[Data items]

# # # # #

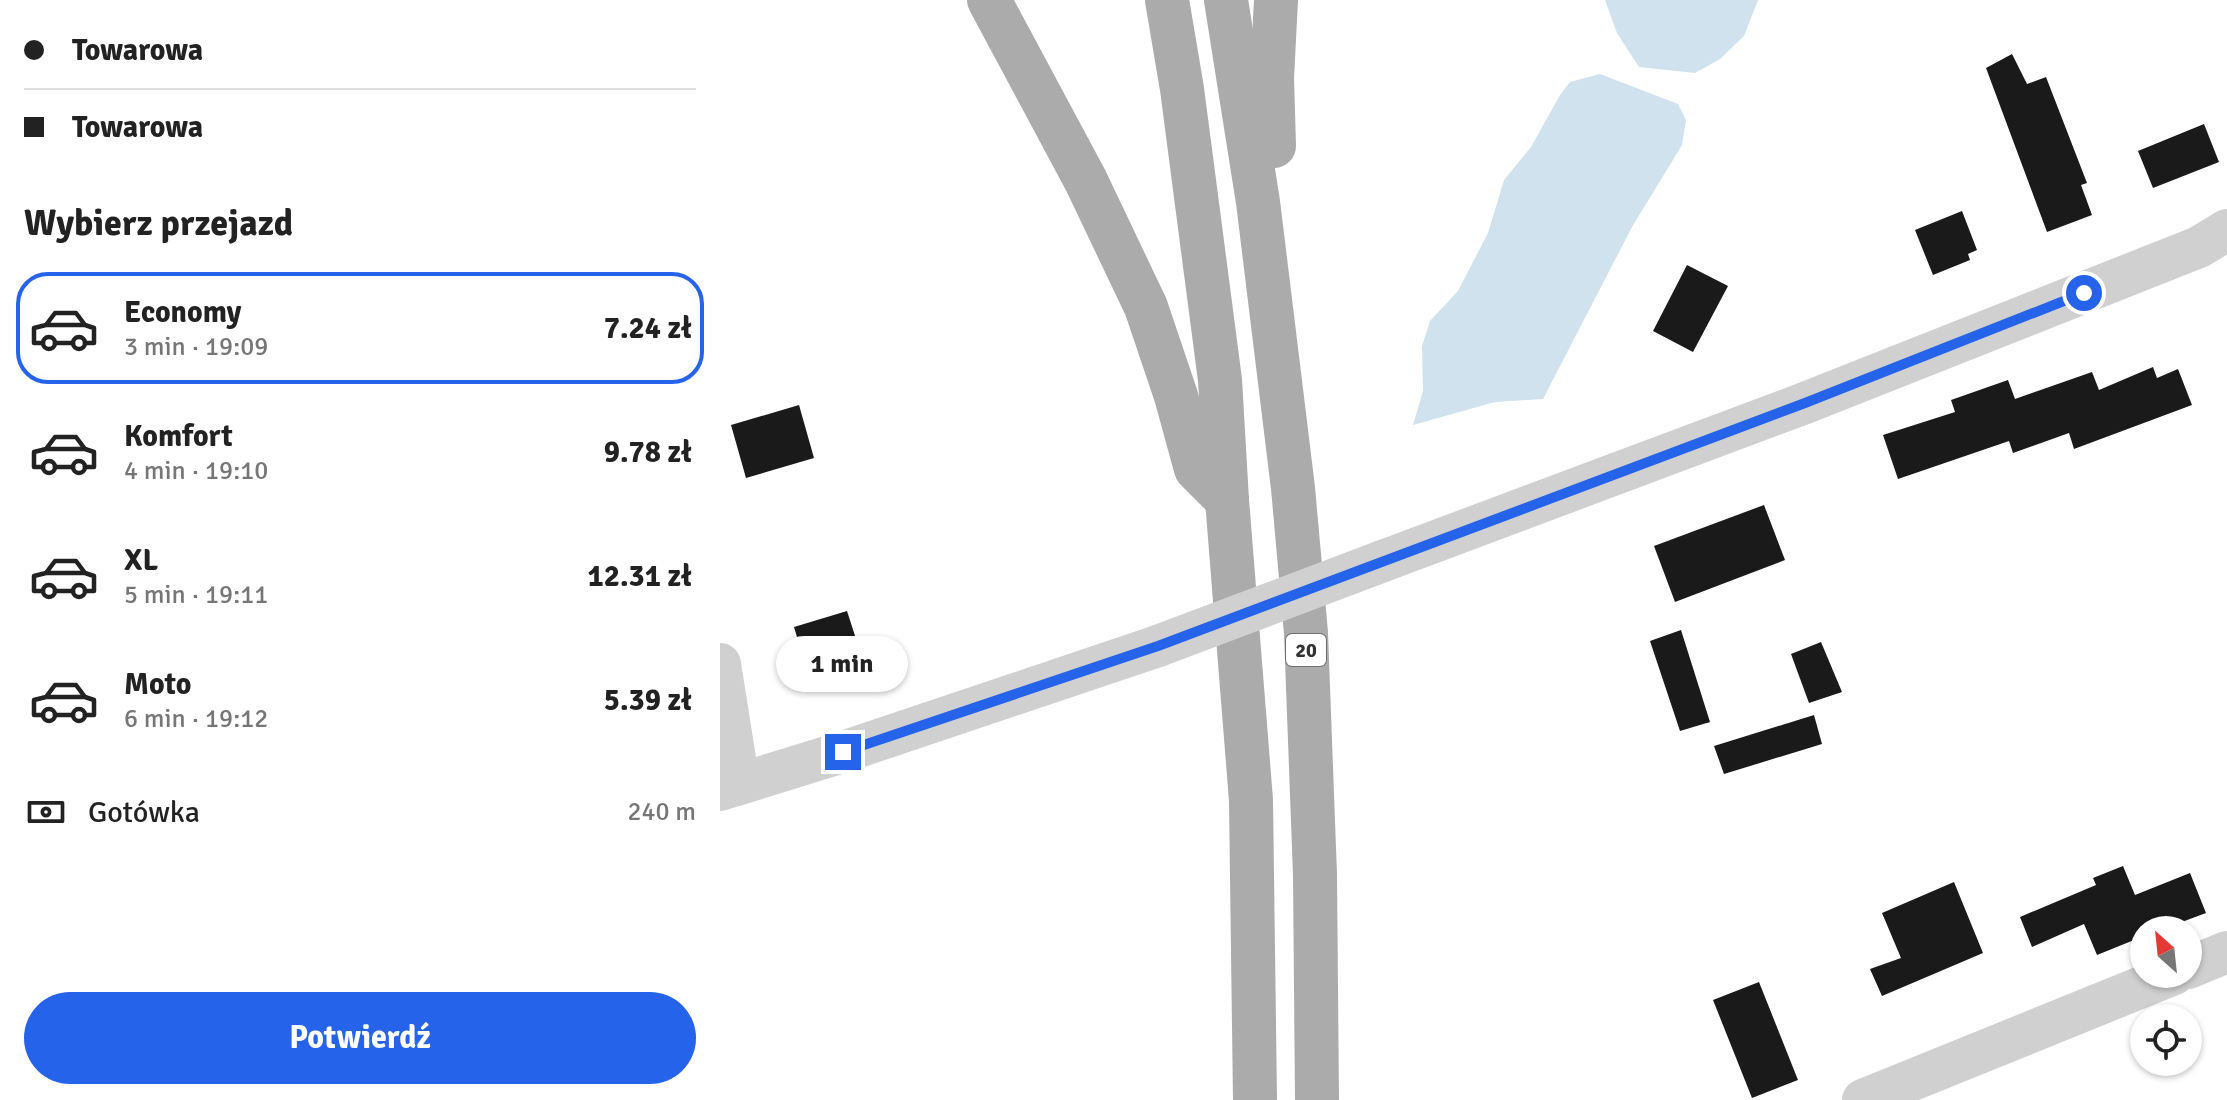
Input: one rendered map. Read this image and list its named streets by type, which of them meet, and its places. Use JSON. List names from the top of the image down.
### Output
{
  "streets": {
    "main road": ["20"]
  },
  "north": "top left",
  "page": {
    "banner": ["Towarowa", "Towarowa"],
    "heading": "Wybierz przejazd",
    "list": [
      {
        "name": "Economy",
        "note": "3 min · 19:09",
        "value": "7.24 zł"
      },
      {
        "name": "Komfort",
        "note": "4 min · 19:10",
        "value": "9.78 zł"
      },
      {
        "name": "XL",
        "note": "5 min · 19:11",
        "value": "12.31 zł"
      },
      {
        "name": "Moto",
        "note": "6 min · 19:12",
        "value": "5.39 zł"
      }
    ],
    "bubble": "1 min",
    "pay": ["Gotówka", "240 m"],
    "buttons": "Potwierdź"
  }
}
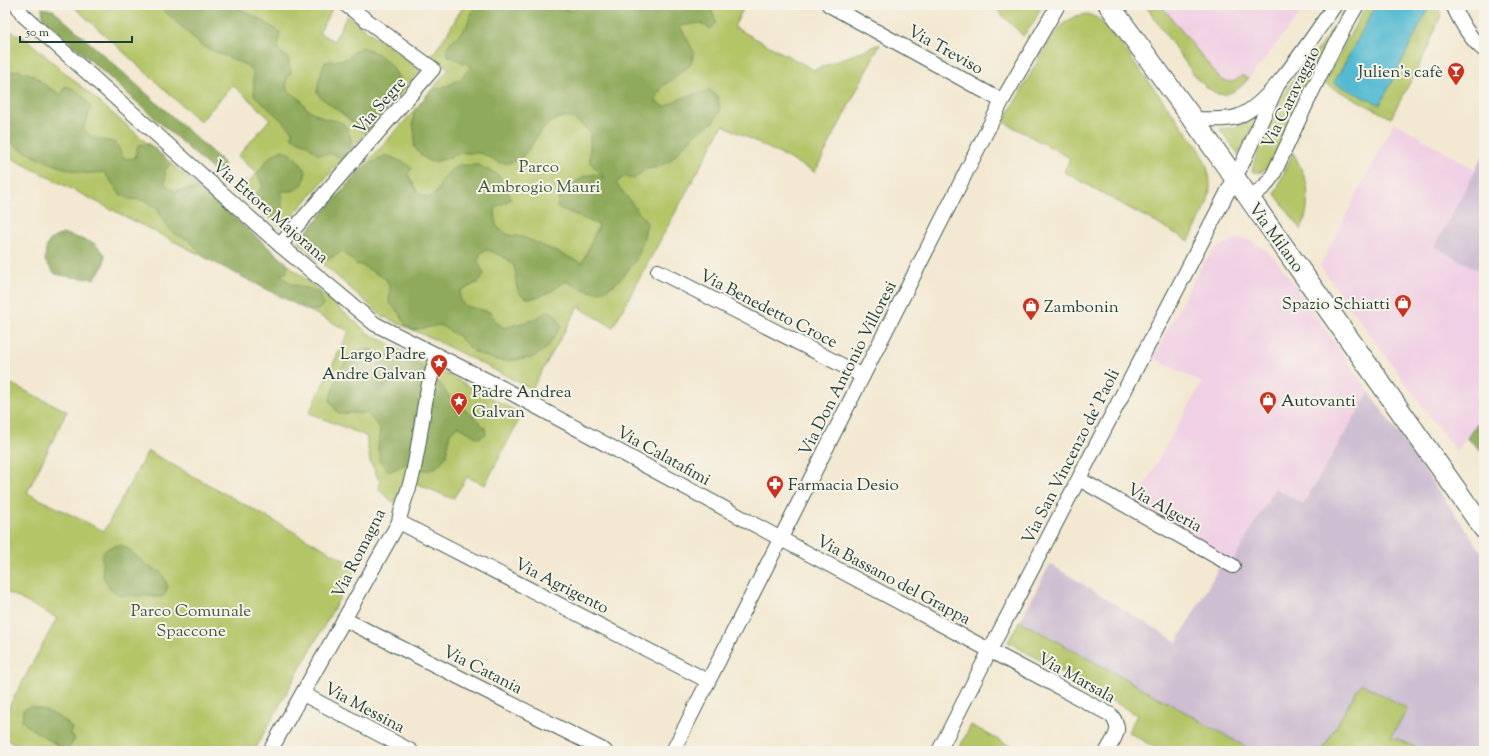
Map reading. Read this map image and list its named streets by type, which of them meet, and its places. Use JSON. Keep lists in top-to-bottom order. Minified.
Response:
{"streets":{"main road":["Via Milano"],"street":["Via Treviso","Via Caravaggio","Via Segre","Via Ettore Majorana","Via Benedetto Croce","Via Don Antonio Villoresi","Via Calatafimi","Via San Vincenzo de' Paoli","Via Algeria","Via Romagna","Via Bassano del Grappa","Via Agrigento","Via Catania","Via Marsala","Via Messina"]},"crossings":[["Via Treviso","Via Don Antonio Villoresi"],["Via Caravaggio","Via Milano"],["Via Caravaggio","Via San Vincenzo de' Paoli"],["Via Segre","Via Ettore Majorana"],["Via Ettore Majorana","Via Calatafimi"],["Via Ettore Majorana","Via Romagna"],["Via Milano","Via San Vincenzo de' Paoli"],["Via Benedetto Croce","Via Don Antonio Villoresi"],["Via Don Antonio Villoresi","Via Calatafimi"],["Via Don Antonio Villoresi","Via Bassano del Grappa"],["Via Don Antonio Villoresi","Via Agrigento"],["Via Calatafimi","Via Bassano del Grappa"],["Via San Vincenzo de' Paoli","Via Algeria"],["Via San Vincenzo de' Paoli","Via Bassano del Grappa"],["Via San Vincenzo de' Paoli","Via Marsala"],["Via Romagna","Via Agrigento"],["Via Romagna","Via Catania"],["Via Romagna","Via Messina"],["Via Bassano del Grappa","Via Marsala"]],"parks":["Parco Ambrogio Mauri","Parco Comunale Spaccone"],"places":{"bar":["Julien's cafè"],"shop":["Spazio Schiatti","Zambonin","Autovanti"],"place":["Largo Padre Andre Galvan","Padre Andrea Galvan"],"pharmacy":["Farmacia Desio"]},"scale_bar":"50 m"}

# # # # #

Where a line in the entries holds the word "note", copy that line.

_Completed exercise_
        "note": "3 min · 19:09",
        "note": "4 min · 19:10",
        "note": "5 min · 19:11",
        "note": "6 min · 19:12",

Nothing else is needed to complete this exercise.